In recent months, there have been a heightened awareness about privacy risks online. Facebook's Beacon program, which had pulled in information from users' online purchases on from partner sites, was roundly criticized before the company backtracked. The Google/Doubleclick merger brought intense attention from the U.S. Congress and privacy groups, but the Federal Trade Commission went ahead and approved the deal this week. The attention that these companies attract is undoubtedly due to their reach and virtual omniscience: Google knows where people surf, and Facebook knows who people are.
The focus on the major companies may crowd out necessary concerns about third-party tracking software on smaller websites and blogs. The well-trafficked blogs have parceled out their on-screen real estate to a variety of content partners. It may embed videos from Google's YouTube; it may carry carry advertisements form Google Adwords, or Amazon, or BlogAds or any other ad network. Many popular bloggers display an affinity badge, whether indicating a publishing network (like Federated Media), or licensing framework (like Creative Commons) or a political cause. Other “web 2.0” add-ons report and retrieve metadata with sites like Technorati, Digg, etc. Lastly, traffic counters are extremely popular; these are used for the express purpose of tracking user navigation. All of these components hosted on third-party sites. When the first party (a user) accesses the second party (the website), their web browser makes additional calls to these third party sites.
Few non-institutional blogs supply a privacy policy to their readers. Casual web use is likely governed by an implicit understanding that a commenter posting under a made-up name will not have identifying information such as IP address revealed by the blog publisher. (Though some bloggers may reveal an IP address to spite a misbehaving poser – see Comment Management Responsibility) In general, a commenter may have some idea that some third-party tool may be logging their page requests, and they might suppose that the publisher would have the good sense not to sign up with sites that have weak privacy policies. But the commenter should well be shocked to find out if their IP data is publicly available to anybody else on the Internet. I will demonstrate below.
An IP address is not sufficient to identify a user; but it can be a helpful clue. It can usually identify the locality the computer is in. The more datasets there are which correspond IP addresses to behavior, the greater the likelihood of exposure. Most personal email messages contain the originating IP (one well-known exception is Google's Gmail service.) Website operators generally know which addresses are logging into their website, and they can often track these to users if they post or otherwise login.

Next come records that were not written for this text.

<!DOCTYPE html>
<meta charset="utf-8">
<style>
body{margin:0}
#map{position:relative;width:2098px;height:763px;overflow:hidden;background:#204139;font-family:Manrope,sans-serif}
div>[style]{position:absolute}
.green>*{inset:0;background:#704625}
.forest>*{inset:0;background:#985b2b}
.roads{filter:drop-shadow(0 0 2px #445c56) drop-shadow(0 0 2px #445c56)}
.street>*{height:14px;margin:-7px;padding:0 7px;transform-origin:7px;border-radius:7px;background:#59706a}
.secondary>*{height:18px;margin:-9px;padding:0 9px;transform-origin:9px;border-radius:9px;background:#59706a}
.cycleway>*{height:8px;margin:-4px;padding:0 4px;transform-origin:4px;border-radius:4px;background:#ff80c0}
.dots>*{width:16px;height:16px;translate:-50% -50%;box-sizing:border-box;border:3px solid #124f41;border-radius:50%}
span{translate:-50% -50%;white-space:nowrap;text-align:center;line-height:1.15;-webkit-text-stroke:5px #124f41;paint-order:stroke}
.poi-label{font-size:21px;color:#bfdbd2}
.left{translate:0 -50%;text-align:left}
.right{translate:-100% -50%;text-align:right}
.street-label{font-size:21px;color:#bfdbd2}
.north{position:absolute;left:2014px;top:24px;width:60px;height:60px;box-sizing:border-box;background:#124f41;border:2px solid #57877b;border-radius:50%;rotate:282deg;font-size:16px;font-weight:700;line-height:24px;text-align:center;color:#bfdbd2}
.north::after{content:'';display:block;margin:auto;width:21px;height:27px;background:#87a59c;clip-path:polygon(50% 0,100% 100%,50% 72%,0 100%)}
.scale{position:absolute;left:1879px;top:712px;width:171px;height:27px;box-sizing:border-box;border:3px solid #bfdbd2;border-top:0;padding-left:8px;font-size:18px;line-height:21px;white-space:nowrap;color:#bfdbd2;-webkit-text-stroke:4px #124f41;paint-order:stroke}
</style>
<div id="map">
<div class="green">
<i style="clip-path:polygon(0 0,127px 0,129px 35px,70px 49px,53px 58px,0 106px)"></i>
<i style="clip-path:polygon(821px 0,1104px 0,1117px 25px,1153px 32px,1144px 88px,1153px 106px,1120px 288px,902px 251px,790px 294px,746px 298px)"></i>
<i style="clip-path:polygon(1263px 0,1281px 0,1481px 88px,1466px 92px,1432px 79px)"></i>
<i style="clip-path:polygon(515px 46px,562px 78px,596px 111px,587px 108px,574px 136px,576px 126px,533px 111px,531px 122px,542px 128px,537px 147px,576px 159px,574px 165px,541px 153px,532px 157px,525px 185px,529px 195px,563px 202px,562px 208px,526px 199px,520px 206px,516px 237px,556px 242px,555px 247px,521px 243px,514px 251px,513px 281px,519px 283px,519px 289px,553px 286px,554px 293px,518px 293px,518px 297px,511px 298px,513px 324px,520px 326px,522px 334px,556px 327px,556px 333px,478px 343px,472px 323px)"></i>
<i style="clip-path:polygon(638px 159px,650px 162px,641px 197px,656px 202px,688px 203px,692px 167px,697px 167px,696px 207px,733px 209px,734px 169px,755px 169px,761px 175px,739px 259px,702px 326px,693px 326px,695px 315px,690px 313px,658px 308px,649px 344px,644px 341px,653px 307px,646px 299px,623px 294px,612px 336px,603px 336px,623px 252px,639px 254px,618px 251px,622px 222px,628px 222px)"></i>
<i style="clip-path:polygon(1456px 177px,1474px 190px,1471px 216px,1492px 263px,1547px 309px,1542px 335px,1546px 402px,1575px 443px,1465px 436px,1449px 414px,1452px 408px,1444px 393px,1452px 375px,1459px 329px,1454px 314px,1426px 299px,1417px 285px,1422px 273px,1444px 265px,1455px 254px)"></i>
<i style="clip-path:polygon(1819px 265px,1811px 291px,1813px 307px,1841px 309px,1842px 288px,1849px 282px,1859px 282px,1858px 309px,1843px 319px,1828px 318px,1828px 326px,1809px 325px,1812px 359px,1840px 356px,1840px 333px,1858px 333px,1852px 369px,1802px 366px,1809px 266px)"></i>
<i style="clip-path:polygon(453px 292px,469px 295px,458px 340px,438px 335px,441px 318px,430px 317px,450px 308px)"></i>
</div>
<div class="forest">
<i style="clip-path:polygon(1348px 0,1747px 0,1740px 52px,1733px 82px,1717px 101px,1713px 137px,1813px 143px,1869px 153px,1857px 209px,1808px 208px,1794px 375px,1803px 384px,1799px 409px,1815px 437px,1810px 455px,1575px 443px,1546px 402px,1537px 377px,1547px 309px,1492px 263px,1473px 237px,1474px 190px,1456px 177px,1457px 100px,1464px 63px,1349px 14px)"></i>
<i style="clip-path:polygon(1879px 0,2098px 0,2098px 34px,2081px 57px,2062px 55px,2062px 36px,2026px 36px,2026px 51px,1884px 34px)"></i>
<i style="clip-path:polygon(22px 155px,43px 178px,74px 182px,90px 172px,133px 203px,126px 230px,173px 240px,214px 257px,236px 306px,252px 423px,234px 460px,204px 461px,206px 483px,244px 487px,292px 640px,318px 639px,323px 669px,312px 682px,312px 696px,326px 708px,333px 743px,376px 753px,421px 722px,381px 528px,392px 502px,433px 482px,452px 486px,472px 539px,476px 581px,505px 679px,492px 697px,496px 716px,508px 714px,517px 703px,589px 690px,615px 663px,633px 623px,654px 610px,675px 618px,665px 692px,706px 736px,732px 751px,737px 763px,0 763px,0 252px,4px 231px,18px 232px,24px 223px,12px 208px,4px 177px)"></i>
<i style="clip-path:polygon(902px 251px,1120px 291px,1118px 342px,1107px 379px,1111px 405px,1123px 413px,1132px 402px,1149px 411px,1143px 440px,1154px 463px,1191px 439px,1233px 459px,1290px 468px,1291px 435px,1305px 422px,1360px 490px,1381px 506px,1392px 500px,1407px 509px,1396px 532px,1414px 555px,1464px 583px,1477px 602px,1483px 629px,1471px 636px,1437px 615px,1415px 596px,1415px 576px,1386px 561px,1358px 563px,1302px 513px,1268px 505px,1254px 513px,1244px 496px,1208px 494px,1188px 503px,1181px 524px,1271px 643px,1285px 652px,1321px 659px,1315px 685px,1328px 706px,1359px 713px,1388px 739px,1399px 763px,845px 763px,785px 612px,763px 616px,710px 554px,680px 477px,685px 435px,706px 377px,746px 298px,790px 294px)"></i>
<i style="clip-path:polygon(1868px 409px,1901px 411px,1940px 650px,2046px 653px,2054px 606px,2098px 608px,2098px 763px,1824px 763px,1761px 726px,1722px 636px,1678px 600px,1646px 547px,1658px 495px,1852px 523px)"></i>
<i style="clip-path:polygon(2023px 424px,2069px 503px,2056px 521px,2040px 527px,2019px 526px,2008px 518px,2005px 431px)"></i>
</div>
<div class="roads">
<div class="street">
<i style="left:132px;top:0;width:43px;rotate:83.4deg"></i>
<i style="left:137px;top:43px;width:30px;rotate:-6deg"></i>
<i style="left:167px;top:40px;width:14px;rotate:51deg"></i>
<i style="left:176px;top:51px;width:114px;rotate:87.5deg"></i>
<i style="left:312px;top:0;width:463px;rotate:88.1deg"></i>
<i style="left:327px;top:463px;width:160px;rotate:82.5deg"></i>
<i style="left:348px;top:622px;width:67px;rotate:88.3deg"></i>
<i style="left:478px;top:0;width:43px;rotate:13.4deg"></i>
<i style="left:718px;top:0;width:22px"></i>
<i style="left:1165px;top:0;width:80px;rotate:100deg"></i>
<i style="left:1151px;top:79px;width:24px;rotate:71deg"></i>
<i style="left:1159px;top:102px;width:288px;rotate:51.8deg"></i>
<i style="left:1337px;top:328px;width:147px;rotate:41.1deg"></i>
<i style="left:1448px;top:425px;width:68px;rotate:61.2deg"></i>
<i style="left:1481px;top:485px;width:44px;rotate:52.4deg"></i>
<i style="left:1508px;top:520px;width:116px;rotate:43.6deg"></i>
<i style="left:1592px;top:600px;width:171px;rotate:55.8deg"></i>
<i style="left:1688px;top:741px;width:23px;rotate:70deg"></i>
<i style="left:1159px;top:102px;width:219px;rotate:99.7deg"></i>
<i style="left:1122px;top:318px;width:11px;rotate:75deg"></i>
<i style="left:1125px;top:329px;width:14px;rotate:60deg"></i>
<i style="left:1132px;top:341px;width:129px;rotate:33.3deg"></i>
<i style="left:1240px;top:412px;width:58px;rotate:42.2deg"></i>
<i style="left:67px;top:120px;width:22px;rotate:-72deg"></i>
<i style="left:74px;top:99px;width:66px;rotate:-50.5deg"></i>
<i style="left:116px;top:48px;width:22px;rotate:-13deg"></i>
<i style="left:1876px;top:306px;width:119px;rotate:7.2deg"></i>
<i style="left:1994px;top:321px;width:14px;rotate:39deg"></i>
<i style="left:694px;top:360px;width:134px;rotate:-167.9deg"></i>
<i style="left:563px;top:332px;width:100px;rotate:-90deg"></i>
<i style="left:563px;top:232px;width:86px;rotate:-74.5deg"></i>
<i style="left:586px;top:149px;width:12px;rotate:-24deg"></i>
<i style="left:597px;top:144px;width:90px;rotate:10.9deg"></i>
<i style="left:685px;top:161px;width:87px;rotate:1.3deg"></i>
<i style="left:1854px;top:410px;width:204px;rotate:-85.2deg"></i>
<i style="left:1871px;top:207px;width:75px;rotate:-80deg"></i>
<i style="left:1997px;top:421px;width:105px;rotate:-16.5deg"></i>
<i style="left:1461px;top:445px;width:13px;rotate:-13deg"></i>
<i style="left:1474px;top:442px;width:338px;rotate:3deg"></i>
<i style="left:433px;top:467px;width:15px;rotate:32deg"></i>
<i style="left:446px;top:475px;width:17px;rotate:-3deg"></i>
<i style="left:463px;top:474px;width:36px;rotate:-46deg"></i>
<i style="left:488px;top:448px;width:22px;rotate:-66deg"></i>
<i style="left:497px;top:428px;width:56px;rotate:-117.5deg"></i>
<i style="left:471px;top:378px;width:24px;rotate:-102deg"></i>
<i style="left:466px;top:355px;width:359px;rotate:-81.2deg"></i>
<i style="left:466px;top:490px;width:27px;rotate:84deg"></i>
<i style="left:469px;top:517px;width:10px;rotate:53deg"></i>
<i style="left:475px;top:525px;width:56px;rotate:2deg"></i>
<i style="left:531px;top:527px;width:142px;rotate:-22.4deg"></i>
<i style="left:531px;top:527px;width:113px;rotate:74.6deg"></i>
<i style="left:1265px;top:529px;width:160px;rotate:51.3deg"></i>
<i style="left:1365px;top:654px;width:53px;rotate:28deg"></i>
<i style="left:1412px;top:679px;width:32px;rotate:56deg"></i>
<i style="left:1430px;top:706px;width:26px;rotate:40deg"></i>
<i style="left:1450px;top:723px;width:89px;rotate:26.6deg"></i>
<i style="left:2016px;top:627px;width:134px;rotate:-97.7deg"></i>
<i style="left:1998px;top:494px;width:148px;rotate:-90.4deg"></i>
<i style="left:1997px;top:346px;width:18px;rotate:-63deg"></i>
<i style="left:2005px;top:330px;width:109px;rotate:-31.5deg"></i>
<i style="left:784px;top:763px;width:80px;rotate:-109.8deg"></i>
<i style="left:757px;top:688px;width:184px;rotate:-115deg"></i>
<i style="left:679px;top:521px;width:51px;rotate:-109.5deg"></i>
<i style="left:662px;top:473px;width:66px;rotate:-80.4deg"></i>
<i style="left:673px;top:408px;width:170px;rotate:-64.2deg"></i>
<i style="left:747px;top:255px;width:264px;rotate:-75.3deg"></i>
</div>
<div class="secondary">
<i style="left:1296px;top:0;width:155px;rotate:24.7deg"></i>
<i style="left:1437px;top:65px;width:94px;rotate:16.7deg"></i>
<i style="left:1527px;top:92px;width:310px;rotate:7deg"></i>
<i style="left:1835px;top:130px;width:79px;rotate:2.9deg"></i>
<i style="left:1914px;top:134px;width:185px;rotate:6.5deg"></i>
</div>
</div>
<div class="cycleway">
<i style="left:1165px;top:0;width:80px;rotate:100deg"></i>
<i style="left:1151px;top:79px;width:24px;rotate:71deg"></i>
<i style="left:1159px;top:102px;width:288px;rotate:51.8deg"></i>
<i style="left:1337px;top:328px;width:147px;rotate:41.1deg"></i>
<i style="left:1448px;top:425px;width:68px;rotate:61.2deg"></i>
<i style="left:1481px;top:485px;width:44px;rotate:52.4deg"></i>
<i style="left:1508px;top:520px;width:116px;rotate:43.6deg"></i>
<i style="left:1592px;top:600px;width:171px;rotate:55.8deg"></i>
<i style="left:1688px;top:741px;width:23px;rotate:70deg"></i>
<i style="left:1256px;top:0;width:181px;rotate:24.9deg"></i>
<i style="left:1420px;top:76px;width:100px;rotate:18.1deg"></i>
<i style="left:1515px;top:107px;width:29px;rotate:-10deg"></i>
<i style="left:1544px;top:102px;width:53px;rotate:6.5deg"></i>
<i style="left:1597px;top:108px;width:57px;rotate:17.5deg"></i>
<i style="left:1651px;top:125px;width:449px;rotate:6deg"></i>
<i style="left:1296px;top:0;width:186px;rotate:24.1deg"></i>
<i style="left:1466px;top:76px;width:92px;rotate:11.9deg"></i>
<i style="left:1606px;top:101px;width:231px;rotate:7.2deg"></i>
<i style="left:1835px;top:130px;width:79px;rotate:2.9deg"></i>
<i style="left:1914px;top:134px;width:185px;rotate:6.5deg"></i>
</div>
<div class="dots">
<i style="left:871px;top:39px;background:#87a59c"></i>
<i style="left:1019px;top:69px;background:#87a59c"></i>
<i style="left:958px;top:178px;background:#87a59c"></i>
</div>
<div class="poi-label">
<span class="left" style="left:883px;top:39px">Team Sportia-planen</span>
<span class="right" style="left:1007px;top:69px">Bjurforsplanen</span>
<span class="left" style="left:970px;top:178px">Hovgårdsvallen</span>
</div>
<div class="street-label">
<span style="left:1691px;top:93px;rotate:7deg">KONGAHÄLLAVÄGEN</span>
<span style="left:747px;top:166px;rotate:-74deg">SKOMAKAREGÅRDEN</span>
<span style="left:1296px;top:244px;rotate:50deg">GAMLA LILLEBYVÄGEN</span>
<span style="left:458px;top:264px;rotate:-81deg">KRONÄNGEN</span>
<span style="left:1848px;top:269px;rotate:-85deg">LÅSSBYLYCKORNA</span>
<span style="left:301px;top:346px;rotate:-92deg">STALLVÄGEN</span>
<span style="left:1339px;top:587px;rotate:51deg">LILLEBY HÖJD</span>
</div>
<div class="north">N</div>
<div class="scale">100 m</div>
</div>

I have conducted a small experiment with third-party tracking data. I do not have any formal training in computer security, and I have been called “hacker” probably less than I've been called a “blogger.” But I have done penetration testing on websites before; most of hacking is about knowing where to look.
AN EXPERIMENT
Site Meter and eXTReMe Tracker are two popular website traffic monitoring tools. They encourage publishers to display their icon on their websites, so that readers may get inspired to adopt them on their own sites. (Other trackers, such as Google Analytics, work invisibly.) Extreme Tracker is fairly simple: it tracks the page visit, along with the referring page. SiteMeter is more powerful: it not only captures every page visit, but every click on the page, including those outbound.
These tools also make some amount of information publicly, which is of interest to advertisers and readers. Yet their default privacy setting lets outsiders view the details as well. Extreme Tracker shows visits and IP addresses; SiteMeter allows a guest to view the list of all the pages accessed during a visit. A user posting a comment on a blog using MovableType leaves a telltale signature: the blog page is reloaded after the comment, and the time of that second page matches the time that a comment has been visibly posted on the blog.
On Sunday, I ran an experiment. Would it be possible for me to determine the IP addresses of commenters to another blog? I picked a popular blog run by a law professor and found a post related to some hot-button issue in the presidential primaries. It was getting an extraordinary number of comments, most from outsiders who weren't regular readers of the blog. As such, many of the names were pseudonyms. I took no interest in the substance of the comments, other than to get a rough idea of what side of the argument they were making.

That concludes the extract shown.